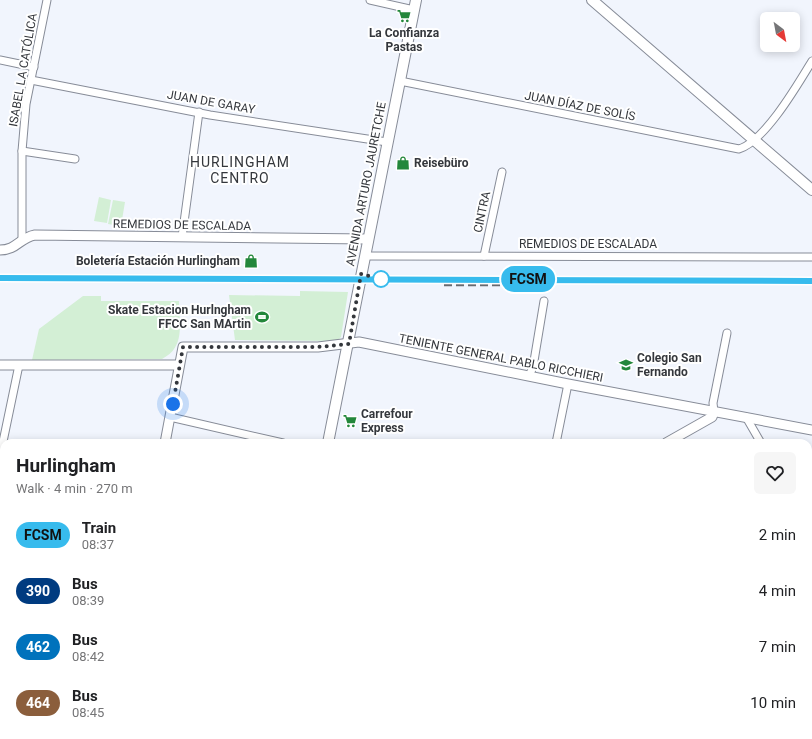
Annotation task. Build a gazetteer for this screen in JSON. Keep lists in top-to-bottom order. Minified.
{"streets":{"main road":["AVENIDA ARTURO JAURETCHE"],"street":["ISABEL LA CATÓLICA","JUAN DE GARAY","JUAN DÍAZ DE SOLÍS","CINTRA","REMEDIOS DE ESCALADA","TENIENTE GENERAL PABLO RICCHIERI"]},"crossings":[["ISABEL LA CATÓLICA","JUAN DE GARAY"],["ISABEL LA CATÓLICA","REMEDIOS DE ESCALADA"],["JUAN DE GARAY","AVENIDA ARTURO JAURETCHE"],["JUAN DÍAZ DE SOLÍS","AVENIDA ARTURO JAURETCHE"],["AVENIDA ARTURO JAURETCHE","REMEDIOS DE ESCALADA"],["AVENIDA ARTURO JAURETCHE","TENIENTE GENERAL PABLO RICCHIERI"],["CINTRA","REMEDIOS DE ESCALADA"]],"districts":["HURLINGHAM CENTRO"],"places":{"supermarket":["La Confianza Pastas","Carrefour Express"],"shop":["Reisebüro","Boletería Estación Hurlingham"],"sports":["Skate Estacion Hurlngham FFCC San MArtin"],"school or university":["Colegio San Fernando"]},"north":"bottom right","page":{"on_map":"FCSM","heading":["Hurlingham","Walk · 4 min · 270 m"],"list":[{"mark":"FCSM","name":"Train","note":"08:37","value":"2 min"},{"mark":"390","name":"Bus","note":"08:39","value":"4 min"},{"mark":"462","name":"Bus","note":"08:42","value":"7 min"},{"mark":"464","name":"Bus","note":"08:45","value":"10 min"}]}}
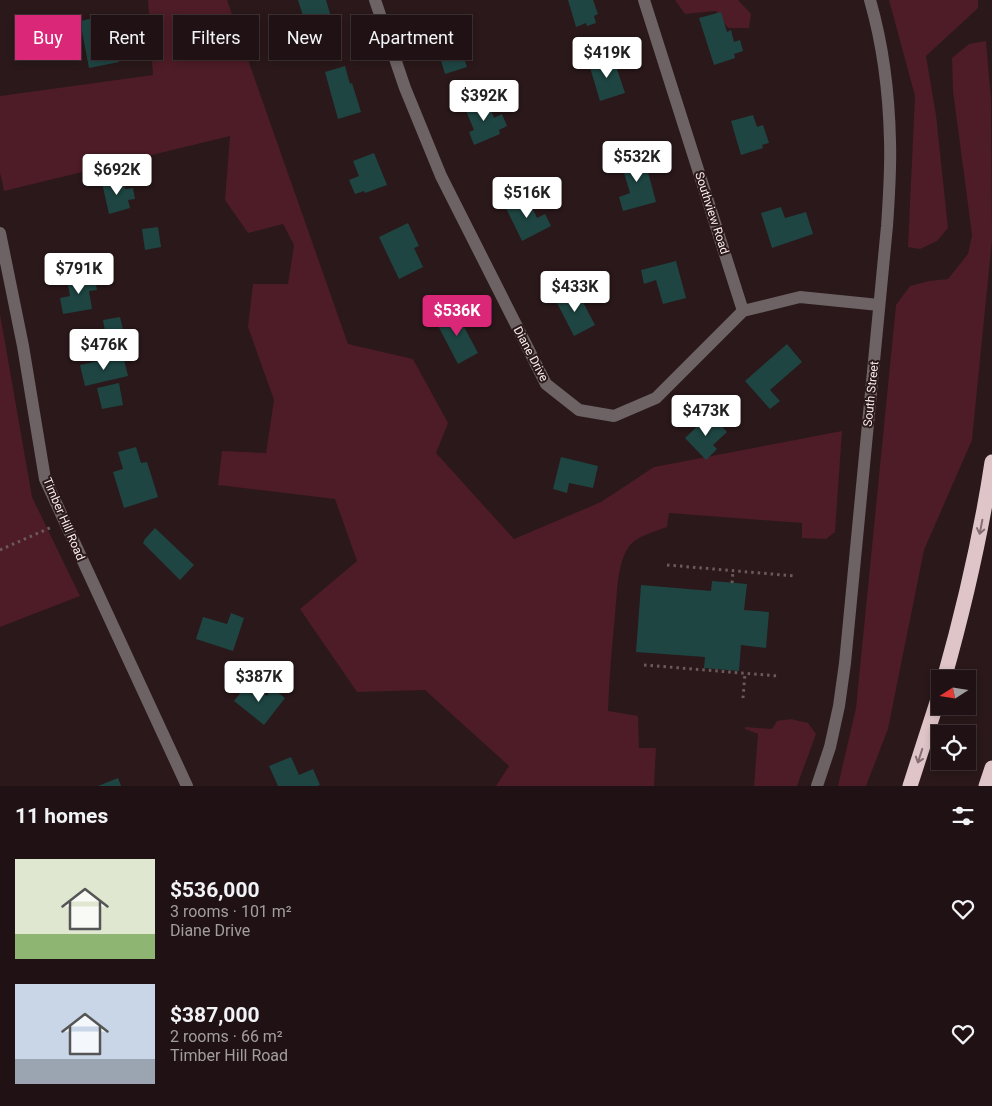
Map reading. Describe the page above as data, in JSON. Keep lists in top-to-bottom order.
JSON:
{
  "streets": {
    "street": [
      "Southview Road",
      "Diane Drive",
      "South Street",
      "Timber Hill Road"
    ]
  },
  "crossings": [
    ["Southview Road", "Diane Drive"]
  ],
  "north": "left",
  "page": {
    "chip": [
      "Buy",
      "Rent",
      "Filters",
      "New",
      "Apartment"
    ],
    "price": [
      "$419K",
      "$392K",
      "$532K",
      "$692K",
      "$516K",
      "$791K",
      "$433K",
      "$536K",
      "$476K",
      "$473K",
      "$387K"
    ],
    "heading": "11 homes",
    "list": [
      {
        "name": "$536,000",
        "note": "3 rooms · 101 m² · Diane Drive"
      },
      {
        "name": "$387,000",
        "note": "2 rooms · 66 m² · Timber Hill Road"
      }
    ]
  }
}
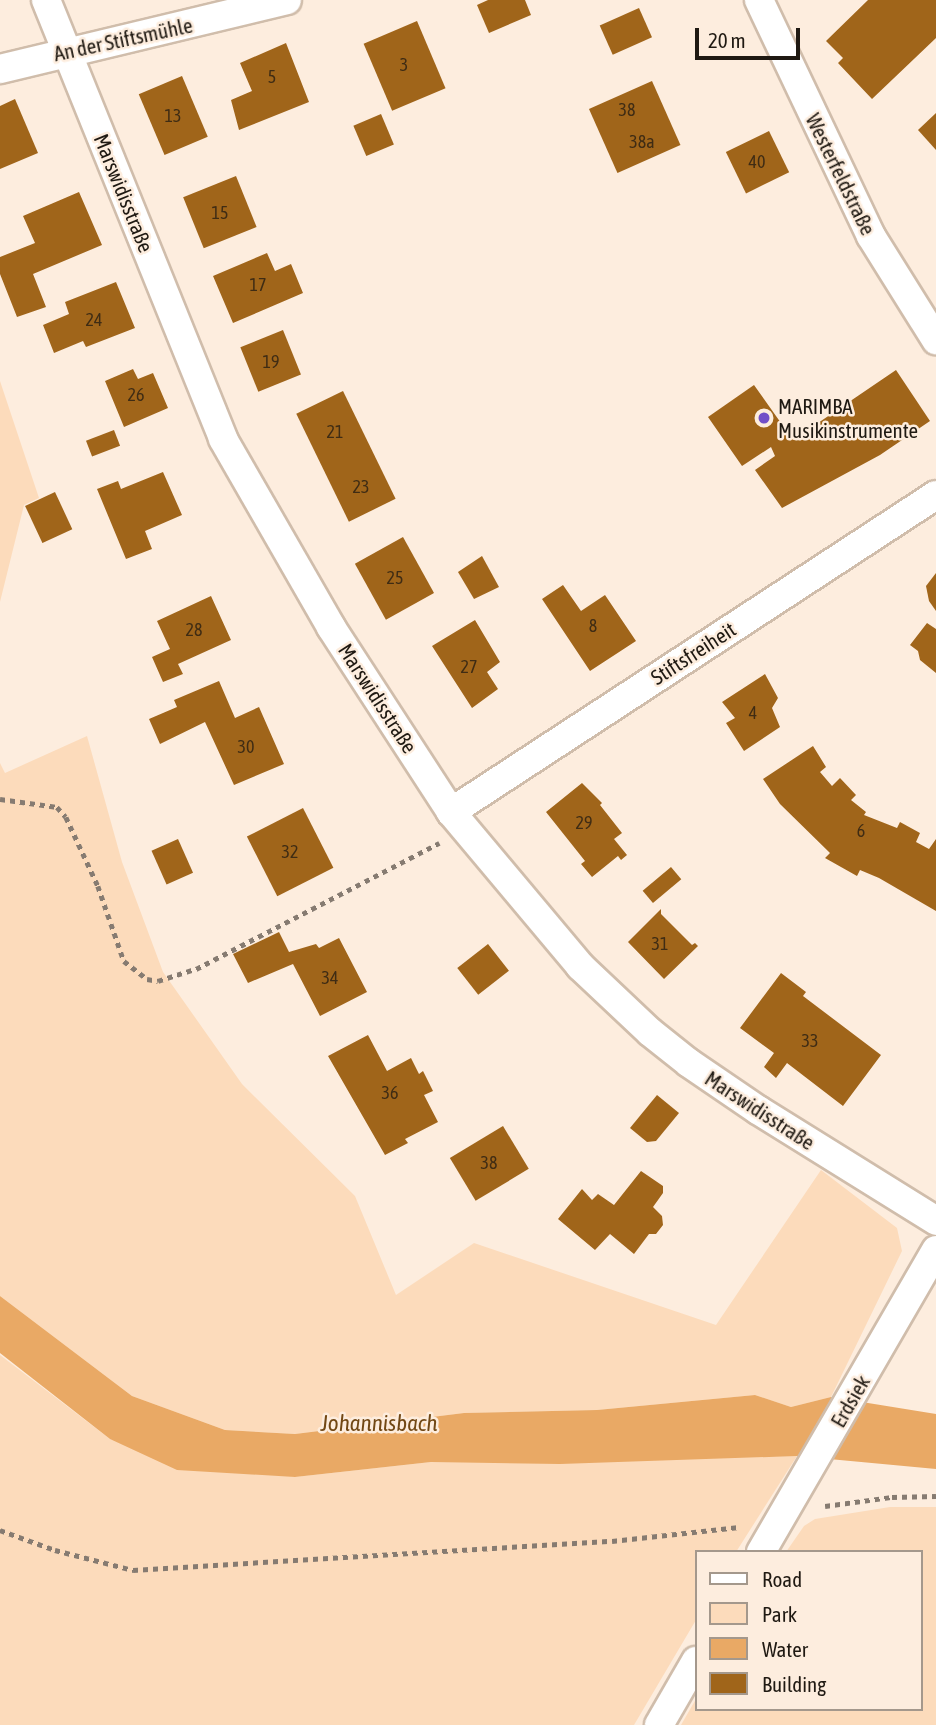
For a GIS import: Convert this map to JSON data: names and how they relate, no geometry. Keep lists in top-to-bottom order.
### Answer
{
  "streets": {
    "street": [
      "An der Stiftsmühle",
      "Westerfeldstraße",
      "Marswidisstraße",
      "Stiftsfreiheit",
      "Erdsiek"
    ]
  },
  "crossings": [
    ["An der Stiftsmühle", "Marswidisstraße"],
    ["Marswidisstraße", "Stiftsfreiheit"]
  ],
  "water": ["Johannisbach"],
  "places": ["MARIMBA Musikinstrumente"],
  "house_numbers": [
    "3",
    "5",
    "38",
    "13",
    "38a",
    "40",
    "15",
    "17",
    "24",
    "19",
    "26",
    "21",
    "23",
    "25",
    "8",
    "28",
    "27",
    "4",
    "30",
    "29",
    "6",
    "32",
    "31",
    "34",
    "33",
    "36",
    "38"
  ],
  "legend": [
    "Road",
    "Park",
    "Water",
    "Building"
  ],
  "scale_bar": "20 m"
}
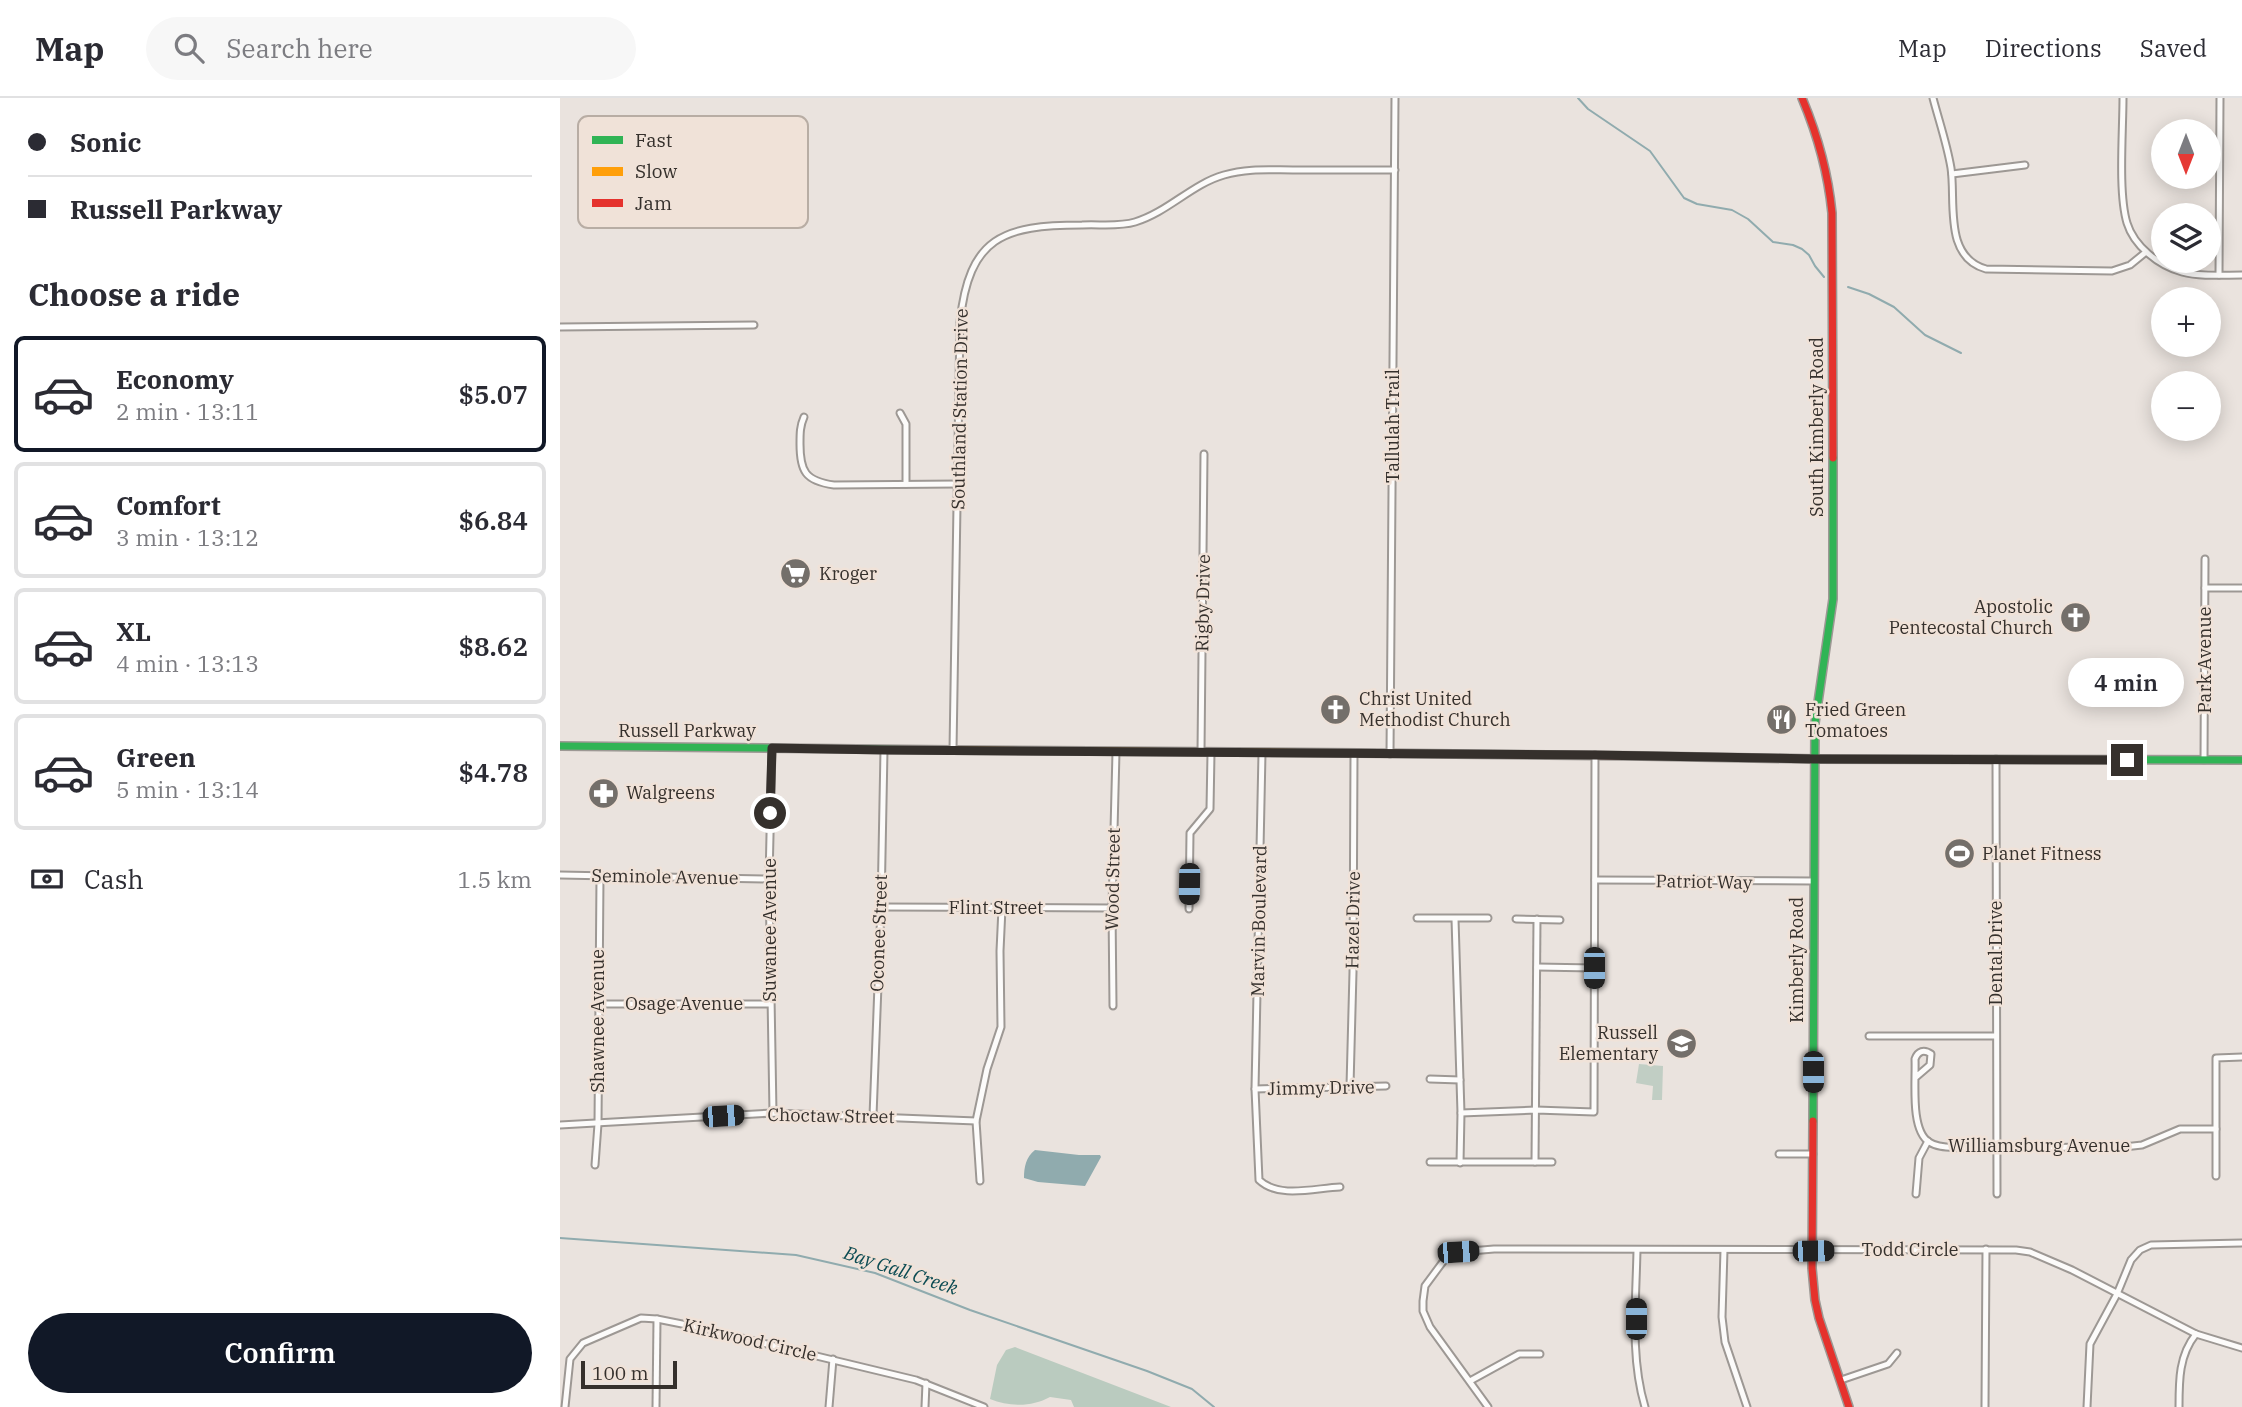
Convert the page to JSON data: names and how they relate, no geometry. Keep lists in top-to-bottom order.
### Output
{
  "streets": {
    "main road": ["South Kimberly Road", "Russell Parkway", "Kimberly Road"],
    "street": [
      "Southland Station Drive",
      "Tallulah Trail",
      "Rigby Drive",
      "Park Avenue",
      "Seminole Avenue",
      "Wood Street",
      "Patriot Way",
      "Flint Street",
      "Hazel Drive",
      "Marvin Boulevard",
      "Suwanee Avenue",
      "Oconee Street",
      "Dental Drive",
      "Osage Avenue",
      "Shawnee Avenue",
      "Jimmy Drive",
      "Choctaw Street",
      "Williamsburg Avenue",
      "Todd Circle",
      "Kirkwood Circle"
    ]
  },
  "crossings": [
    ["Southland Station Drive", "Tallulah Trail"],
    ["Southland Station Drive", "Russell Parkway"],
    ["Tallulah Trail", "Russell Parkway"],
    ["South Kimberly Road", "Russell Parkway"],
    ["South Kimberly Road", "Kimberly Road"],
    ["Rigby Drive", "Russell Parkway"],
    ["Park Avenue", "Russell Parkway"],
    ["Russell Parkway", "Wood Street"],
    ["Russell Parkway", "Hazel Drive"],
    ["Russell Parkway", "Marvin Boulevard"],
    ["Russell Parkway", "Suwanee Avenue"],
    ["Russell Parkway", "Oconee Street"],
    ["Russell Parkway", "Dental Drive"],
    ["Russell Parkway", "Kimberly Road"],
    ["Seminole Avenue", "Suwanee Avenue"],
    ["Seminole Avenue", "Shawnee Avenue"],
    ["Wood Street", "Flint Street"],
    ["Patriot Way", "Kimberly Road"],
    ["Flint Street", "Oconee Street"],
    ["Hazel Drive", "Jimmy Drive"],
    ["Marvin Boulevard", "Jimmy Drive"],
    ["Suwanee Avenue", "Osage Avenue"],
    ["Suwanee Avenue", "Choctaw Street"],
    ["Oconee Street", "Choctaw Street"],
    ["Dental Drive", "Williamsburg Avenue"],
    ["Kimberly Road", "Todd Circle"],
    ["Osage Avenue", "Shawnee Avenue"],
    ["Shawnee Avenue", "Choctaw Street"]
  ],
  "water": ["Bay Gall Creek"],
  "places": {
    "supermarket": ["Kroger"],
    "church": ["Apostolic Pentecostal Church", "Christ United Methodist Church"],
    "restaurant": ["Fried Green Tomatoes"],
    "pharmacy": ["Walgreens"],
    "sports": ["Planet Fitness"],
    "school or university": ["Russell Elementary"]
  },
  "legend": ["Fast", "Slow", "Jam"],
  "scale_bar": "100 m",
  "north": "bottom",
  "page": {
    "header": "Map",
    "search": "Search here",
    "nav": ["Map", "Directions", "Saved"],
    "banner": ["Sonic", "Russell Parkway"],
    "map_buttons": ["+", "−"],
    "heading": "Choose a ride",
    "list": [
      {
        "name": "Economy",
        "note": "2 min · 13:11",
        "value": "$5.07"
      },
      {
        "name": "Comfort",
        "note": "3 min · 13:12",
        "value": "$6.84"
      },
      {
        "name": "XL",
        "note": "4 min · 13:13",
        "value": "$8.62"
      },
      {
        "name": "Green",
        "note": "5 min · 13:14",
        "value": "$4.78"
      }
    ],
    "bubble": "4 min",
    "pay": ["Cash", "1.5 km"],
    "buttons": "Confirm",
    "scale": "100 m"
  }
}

# [Task directions]
All lines that contain the word "Flint" should be copied from the listing.

# [Result below]
      "Flint Street",
    ["Wood Street", "Flint Street"],
    ["Flint Street", "Oconee Street"],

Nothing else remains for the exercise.